§ **ACTIVITY**: Your job is to transcribe the material exactly, every line included.

*** RECORDS SHOWN ***

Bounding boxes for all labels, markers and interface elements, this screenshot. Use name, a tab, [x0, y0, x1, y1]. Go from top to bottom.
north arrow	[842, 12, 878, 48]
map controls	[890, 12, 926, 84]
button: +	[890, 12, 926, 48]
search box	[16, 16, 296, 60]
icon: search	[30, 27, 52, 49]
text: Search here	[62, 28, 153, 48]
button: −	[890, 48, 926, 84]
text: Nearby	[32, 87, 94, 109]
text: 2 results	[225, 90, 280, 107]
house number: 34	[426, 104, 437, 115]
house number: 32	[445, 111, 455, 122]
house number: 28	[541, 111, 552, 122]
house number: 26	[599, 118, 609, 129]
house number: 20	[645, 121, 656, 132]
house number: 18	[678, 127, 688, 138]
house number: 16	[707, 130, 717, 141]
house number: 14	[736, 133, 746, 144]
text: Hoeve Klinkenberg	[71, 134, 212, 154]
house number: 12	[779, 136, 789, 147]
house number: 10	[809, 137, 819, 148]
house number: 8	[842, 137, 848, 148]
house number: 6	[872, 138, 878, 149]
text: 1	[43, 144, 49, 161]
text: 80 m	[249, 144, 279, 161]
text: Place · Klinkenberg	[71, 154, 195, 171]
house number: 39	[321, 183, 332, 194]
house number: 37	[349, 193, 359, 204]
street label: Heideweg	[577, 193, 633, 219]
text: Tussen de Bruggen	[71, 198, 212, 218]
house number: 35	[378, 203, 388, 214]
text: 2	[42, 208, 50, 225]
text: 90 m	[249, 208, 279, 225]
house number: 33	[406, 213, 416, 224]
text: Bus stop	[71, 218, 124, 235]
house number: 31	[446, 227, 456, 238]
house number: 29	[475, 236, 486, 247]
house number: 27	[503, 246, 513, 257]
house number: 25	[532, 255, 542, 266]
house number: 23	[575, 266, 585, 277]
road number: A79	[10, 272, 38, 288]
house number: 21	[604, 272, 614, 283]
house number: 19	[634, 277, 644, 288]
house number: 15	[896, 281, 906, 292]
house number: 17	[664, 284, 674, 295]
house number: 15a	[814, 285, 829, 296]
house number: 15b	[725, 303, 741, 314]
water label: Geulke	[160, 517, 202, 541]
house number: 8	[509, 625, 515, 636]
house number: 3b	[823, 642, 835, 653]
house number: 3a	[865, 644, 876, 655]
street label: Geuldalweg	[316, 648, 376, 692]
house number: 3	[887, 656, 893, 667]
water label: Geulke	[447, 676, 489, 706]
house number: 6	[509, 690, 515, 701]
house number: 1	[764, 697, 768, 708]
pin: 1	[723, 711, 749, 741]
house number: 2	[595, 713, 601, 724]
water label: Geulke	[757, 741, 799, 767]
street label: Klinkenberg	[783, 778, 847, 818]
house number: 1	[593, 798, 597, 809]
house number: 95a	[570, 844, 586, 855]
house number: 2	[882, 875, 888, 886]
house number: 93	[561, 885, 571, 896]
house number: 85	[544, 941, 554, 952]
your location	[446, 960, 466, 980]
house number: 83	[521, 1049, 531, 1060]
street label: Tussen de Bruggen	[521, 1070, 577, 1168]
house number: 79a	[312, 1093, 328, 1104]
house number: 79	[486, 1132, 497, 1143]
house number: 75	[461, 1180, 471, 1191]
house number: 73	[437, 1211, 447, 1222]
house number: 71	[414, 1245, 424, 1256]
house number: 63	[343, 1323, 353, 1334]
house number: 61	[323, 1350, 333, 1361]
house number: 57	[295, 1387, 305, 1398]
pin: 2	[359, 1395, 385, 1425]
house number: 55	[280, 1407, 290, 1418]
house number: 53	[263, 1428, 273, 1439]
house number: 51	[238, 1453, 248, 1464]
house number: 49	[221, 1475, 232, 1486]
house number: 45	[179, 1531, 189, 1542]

***

§ **REPLY TO THE TASK**:
Bounding boxes for all labels, markers and interface elements, this screenshot. Use name, a tab, [x0, y0, x1, y1]. Go from top to bottom.
north arrow	[842, 12, 878, 48]
map controls	[890, 12, 926, 84]
button: +	[890, 12, 926, 48]
search box	[16, 16, 296, 60]
icon: search	[30, 27, 52, 49]
text: Search here	[62, 28, 153, 48]
button: −	[890, 48, 926, 84]
text: Nearby	[32, 87, 94, 109]
text: 2 results	[225, 90, 280, 107]
house number: 34	[426, 104, 437, 115]
house number: 32	[445, 111, 455, 122]
house number: 28	[541, 111, 552, 122]
house number: 26	[599, 118, 609, 129]
house number: 20	[645, 121, 656, 132]
house number: 18	[678, 127, 688, 138]
house number: 16	[707, 130, 717, 141]
house number: 14	[736, 133, 746, 144]
text: Hoeve Klinkenberg	[71, 134, 212, 154]
house number: 12	[779, 136, 789, 147]
house number: 10	[809, 137, 819, 148]
house number: 8	[842, 137, 848, 148]
house number: 6	[872, 138, 878, 149]
text: 1	[43, 144, 49, 161]
text: 80 m	[249, 144, 279, 161]
text: Place · Klinkenberg	[71, 154, 195, 171]
house number: 39	[321, 183, 332, 194]
house number: 37	[349, 193, 359, 204]
street label: Heideweg	[577, 193, 633, 219]
text: Tussen de Bruggen	[71, 198, 212, 218]
house number: 35	[378, 203, 388, 214]
text: 2	[42, 208, 50, 225]
text: 90 m	[249, 208, 279, 225]
house number: 33	[406, 213, 416, 224]
text: Bus stop	[71, 218, 124, 235]
house number: 31	[446, 227, 456, 238]
house number: 29	[475, 236, 486, 247]
house number: 27	[503, 246, 513, 257]
house number: 25	[532, 255, 542, 266]
house number: 23	[575, 266, 585, 277]
road number: A79	[10, 272, 38, 288]
house number: 21	[604, 272, 614, 283]
house number: 19	[634, 277, 644, 288]
house number: 15	[896, 281, 906, 292]
house number: 17	[664, 284, 674, 295]
house number: 15a	[814, 285, 829, 296]
house number: 15b	[725, 303, 741, 314]
water label: Geulke	[160, 517, 202, 541]
house number: 8	[509, 625, 515, 636]
house number: 3b	[823, 642, 835, 653]
house number: 3a	[865, 644, 876, 655]
street label: Geuldalweg	[316, 648, 376, 692]
house number: 3	[887, 656, 893, 667]
water label: Geulke	[447, 676, 489, 706]
house number: 6	[509, 690, 515, 701]
house number: 1	[764, 697, 768, 708]
pin: 1	[723, 711, 749, 741]
house number: 2	[595, 713, 601, 724]
water label: Geulke	[757, 741, 799, 767]
street label: Klinkenberg	[783, 778, 847, 818]
house number: 1	[593, 798, 597, 809]
house number: 95a	[570, 844, 586, 855]
house number: 2	[882, 875, 888, 886]
house number: 93	[561, 885, 571, 896]
house number: 85	[544, 941, 554, 952]
your location	[446, 960, 466, 980]
house number: 83	[521, 1049, 531, 1060]
street label: Tussen de Bruggen	[521, 1070, 577, 1168]
house number: 79a	[312, 1093, 328, 1104]
house number: 79	[486, 1132, 497, 1143]
house number: 75	[461, 1180, 471, 1191]
house number: 73	[437, 1211, 447, 1222]
house number: 71	[414, 1245, 424, 1256]
house number: 63	[343, 1323, 353, 1334]
house number: 61	[323, 1350, 333, 1361]
house number: 57	[295, 1387, 305, 1398]
pin: 2	[359, 1395, 385, 1425]
house number: 55	[280, 1407, 290, 1418]
house number: 53	[263, 1428, 273, 1439]
house number: 51	[238, 1453, 248, 1464]
house number: 49	[221, 1475, 232, 1486]
house number: 45	[179, 1531, 189, 1542]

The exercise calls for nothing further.